## [WHAT IS BEING ASKED]
In the data, extract each line that holds the string "Keep".

Stored data entries:
----------------------------------------

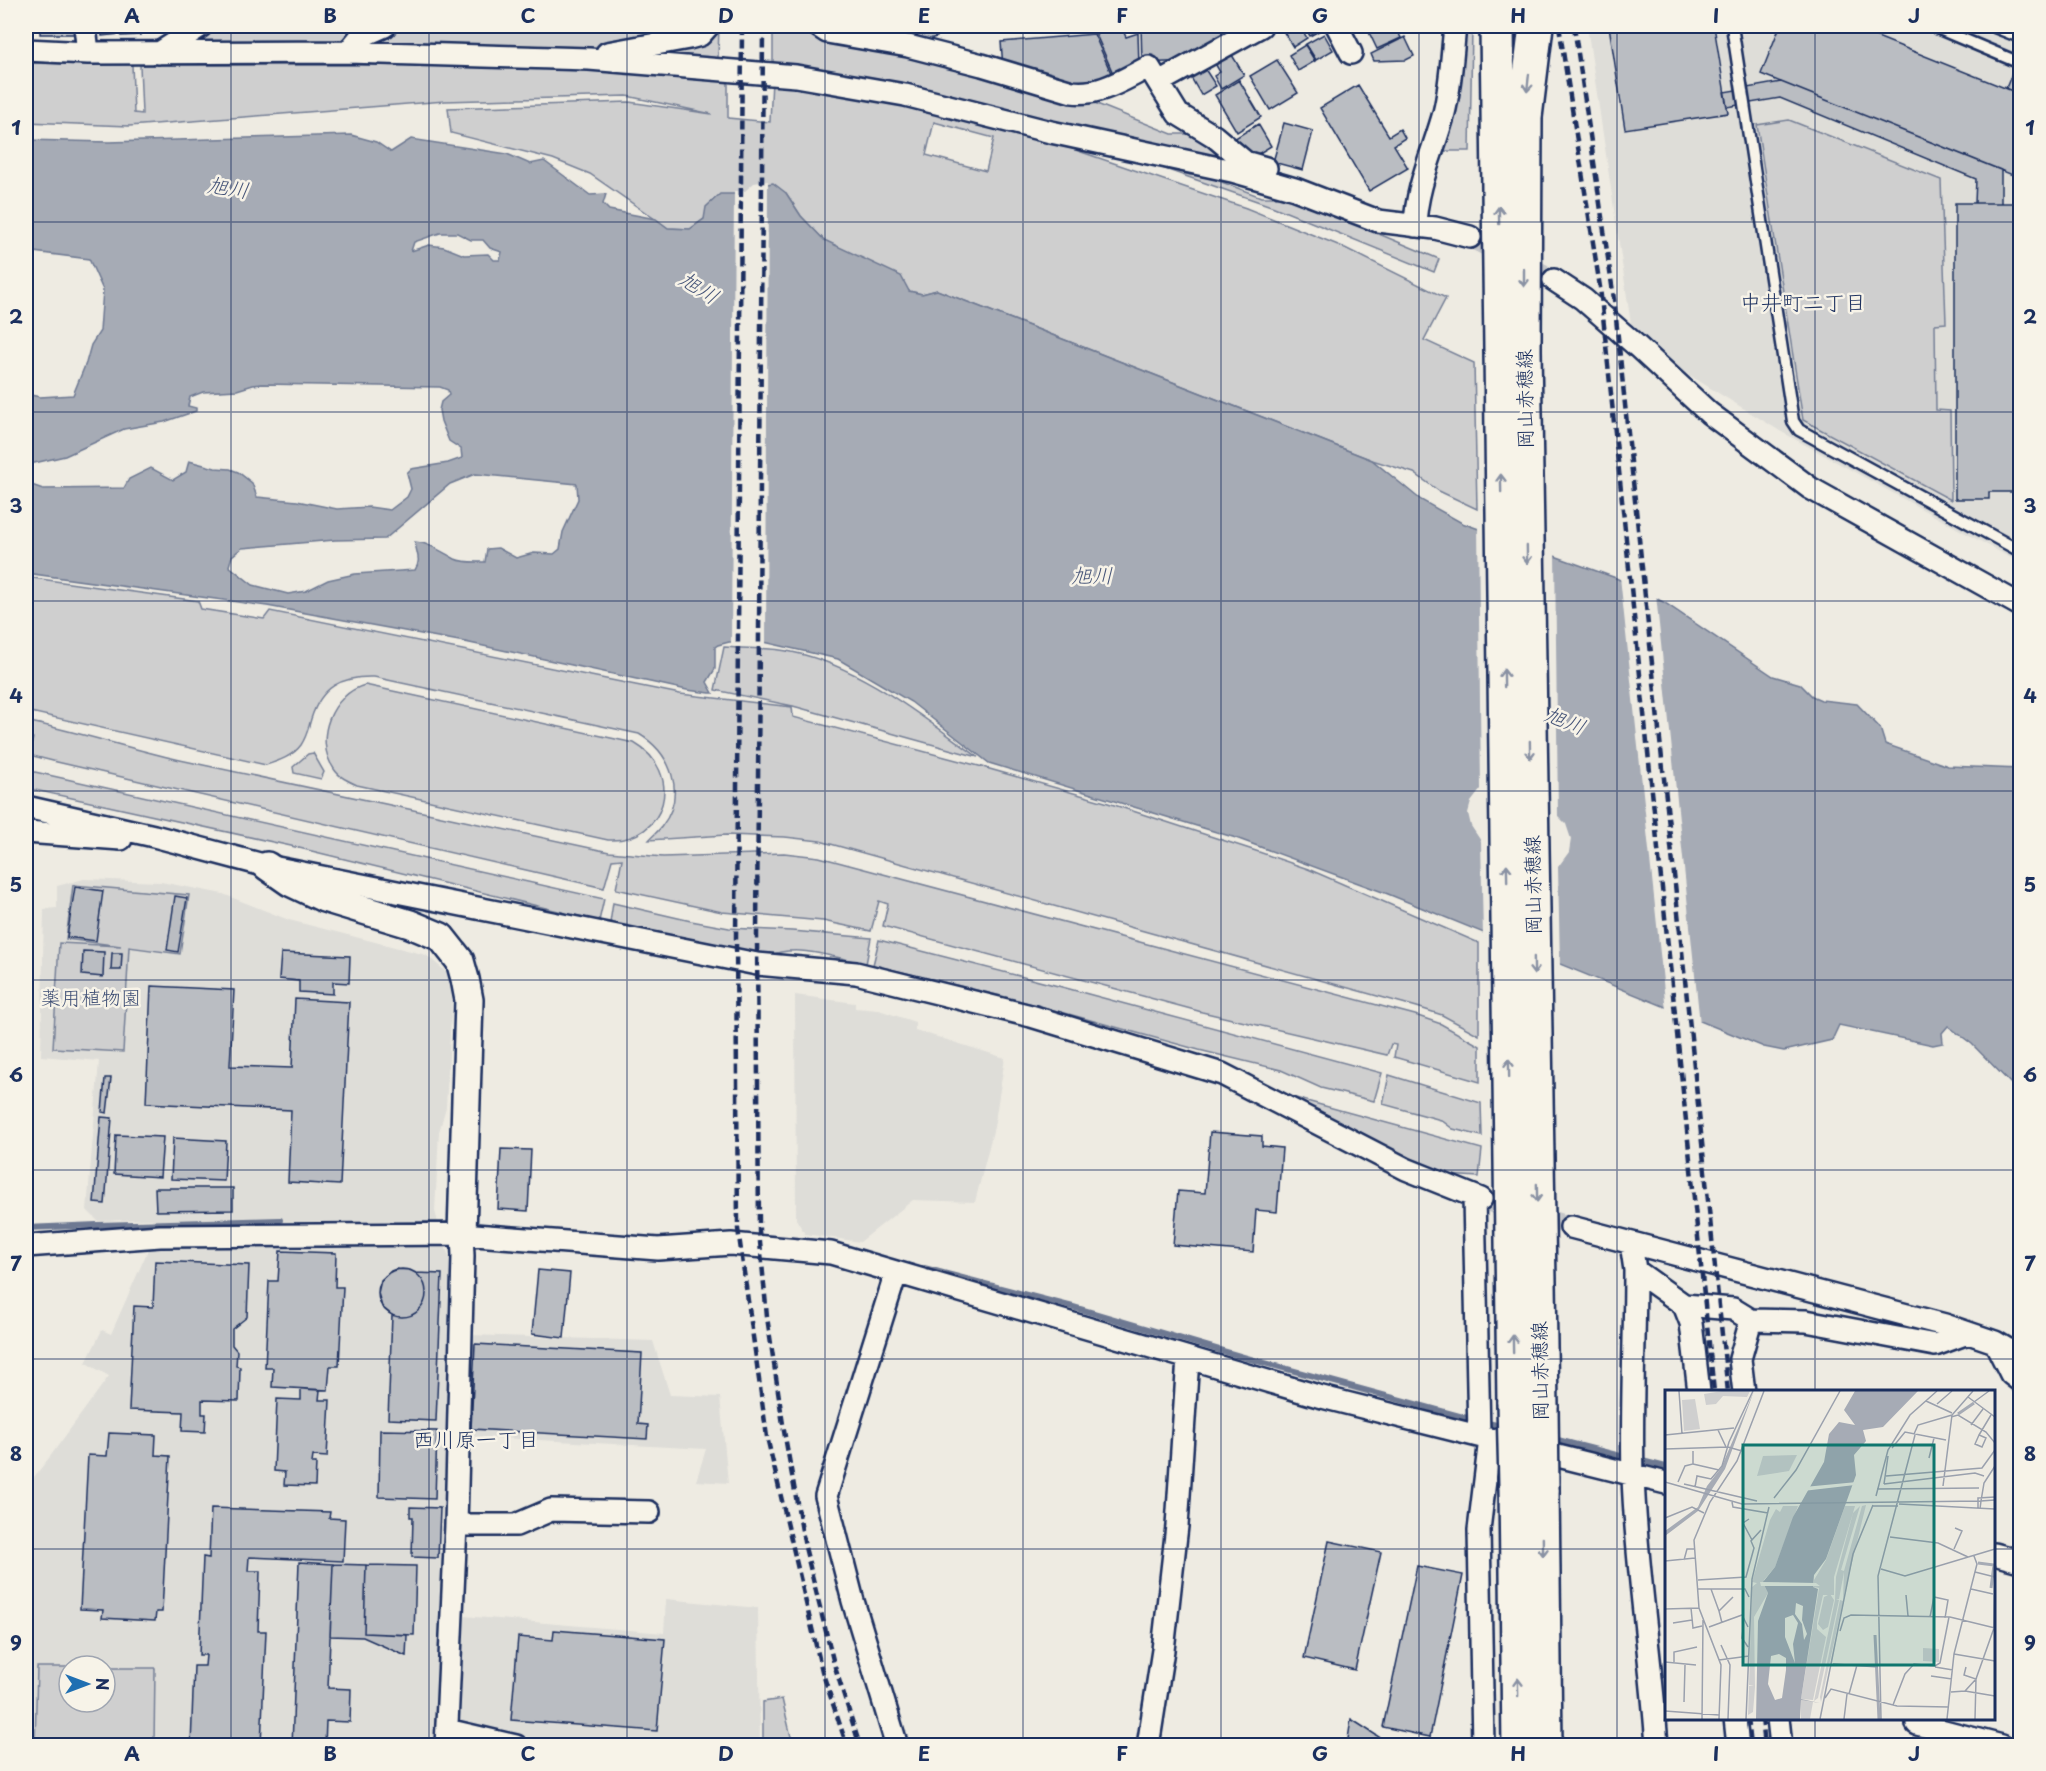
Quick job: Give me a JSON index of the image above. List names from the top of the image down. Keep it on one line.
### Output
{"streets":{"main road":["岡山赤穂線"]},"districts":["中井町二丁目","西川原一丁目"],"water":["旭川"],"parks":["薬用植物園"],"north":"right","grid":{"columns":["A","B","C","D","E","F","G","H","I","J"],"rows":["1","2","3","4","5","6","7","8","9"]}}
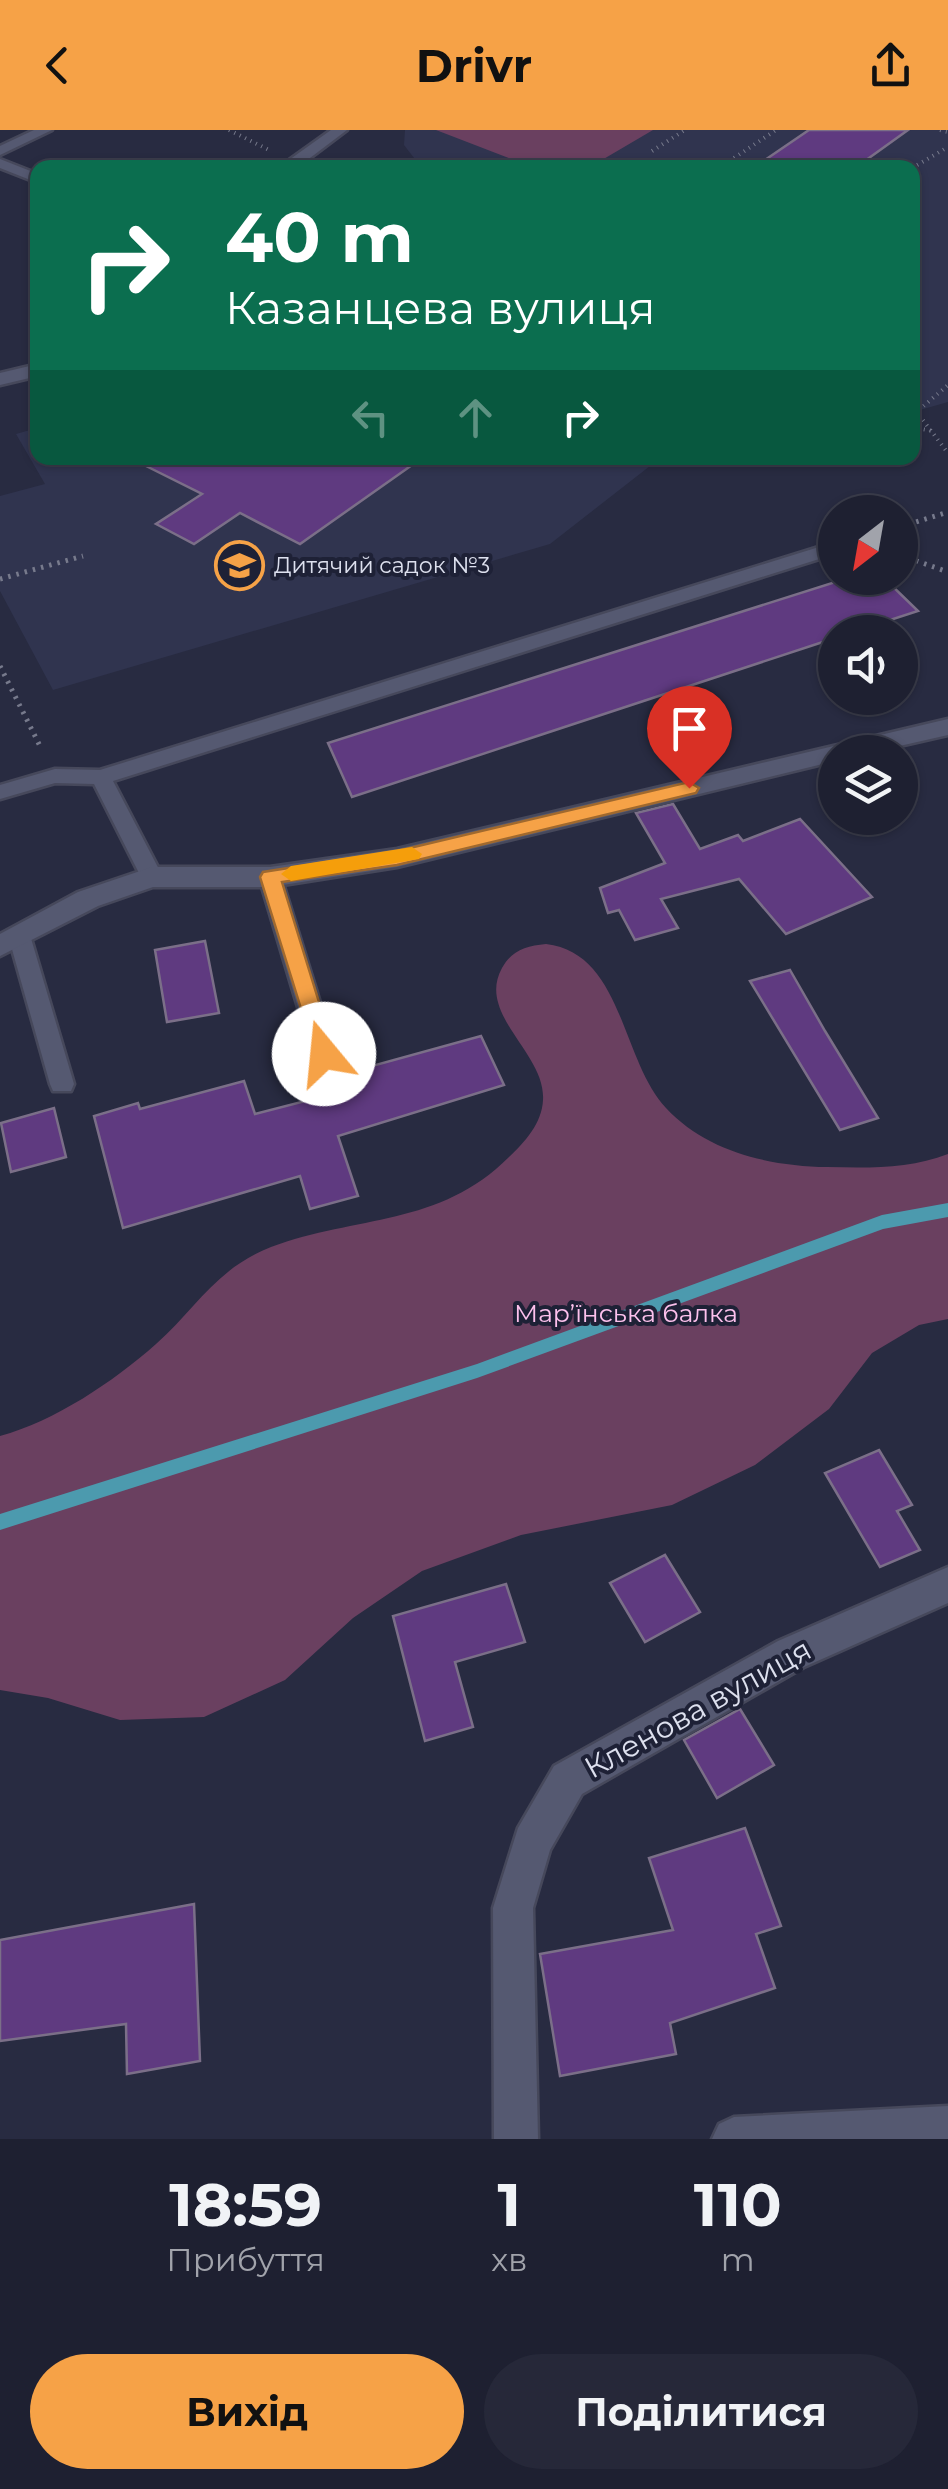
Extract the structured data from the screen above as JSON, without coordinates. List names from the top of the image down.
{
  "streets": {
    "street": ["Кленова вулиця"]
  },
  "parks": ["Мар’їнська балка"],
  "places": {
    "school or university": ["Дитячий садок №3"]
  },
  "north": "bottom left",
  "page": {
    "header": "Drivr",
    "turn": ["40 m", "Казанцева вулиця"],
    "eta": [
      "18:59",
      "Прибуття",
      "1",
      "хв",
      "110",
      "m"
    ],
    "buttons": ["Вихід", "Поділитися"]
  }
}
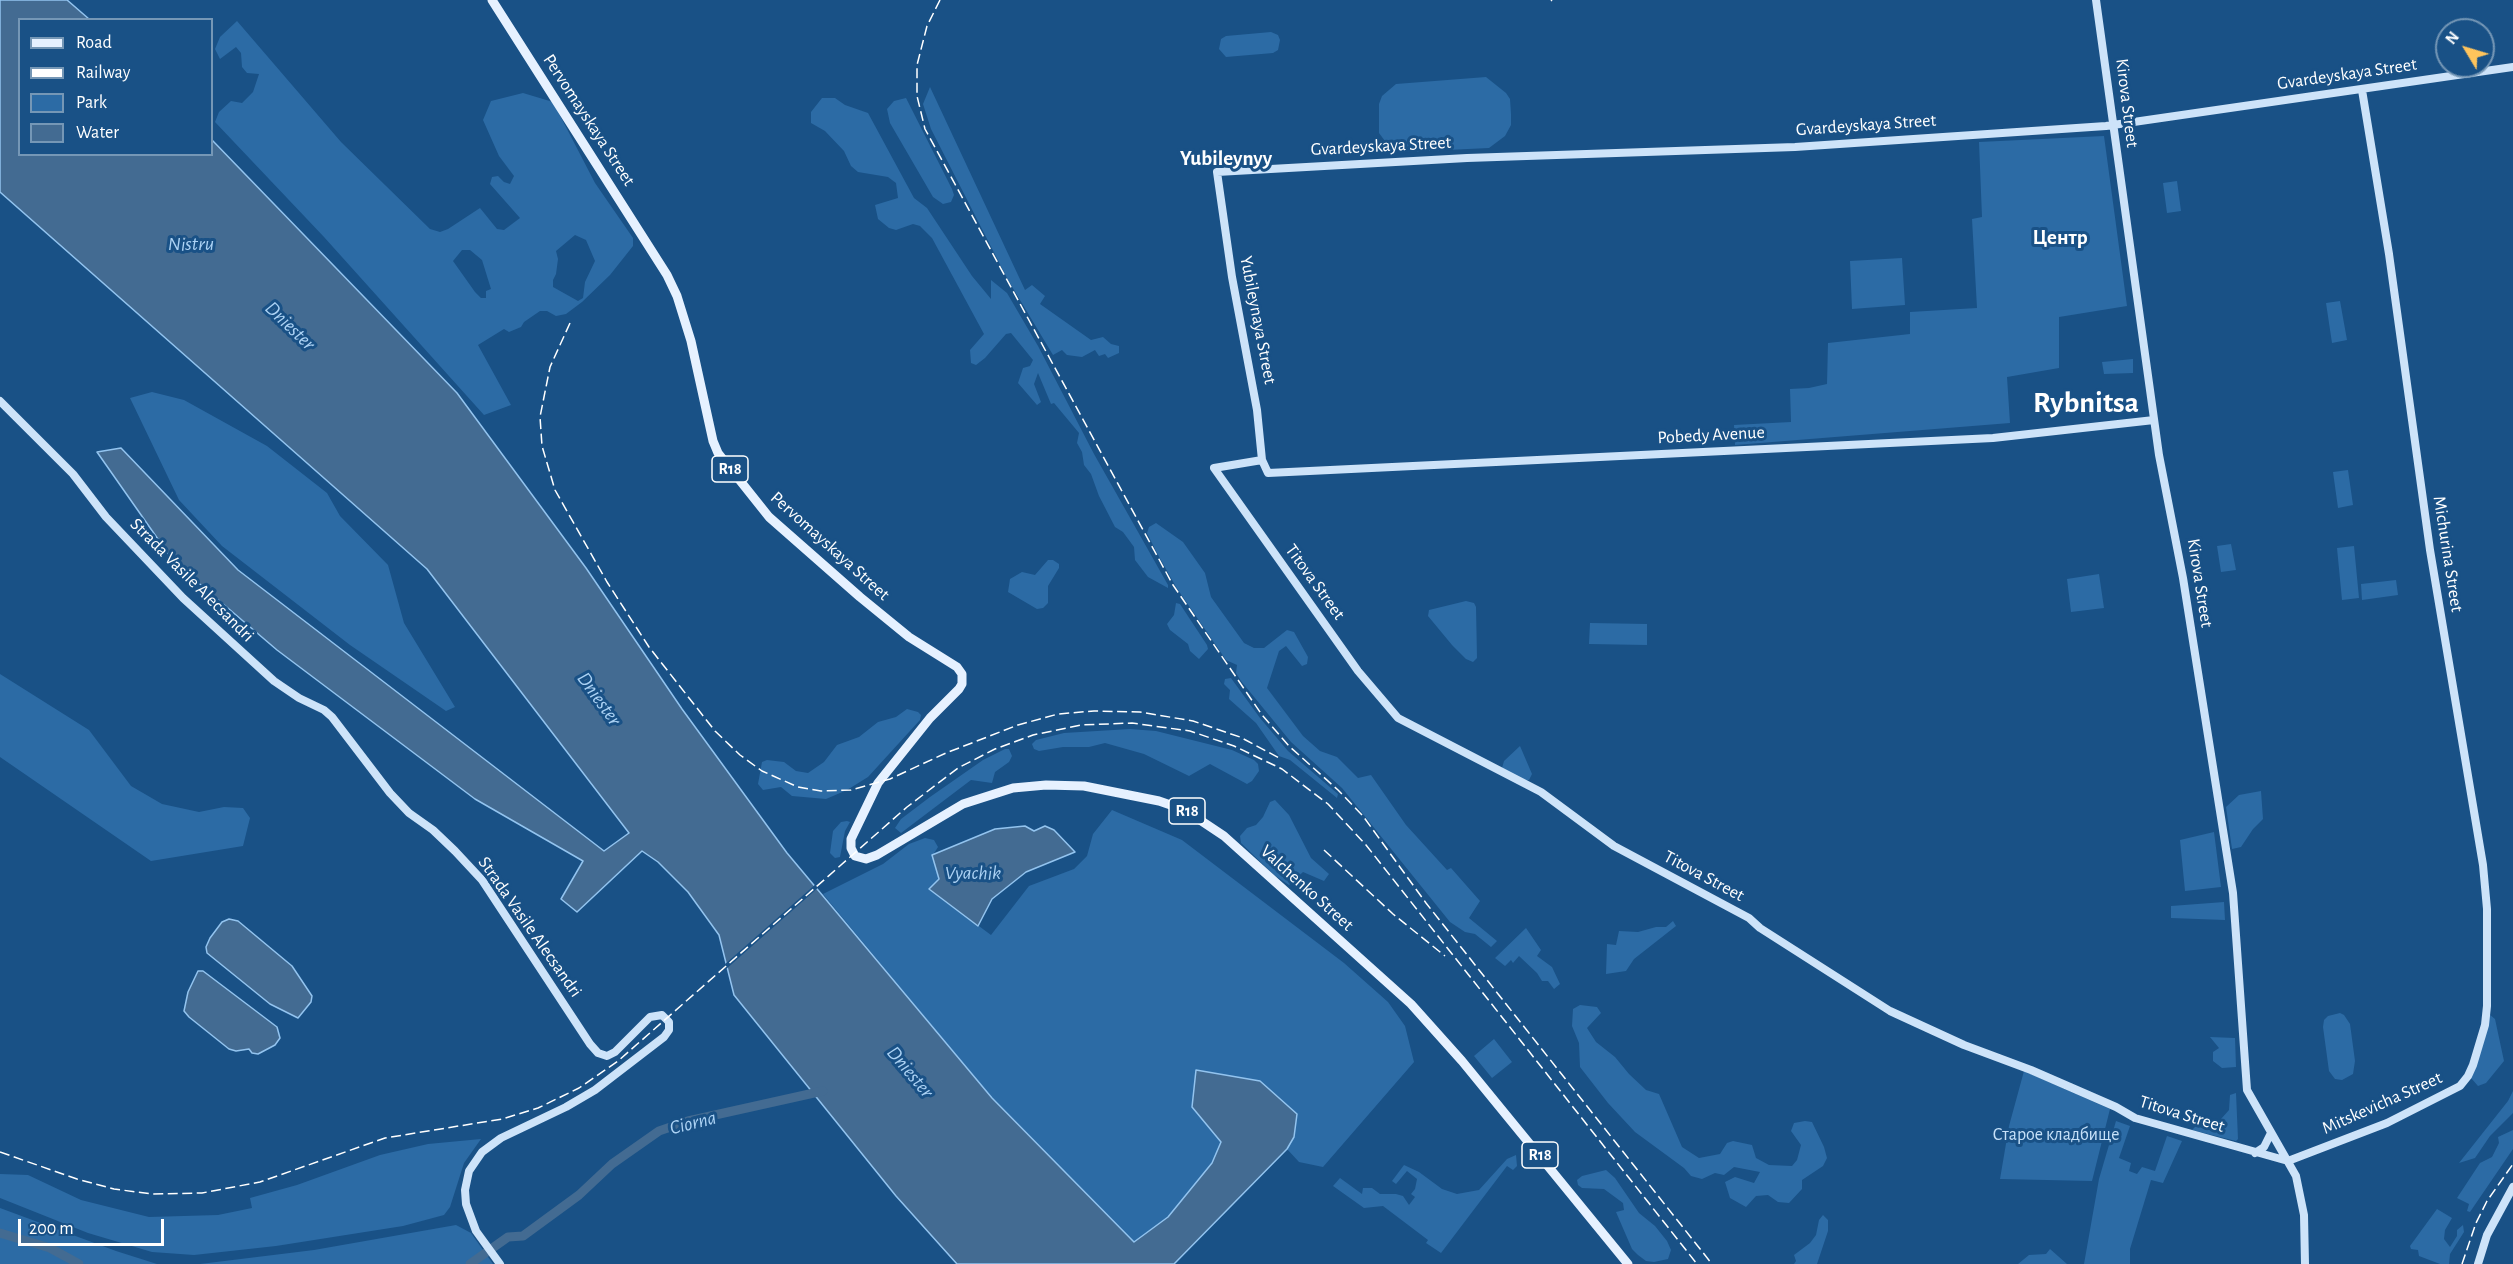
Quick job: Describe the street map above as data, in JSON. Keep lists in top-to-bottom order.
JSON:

----------------------------------------

## [RESPONSE]
Quick job: Give me a JSON index of the image above. List names from the top of the image down. Keep it on one line.
Quick job: Describe the street map above as data, in JSON. Keep lists in top-to-bottom order.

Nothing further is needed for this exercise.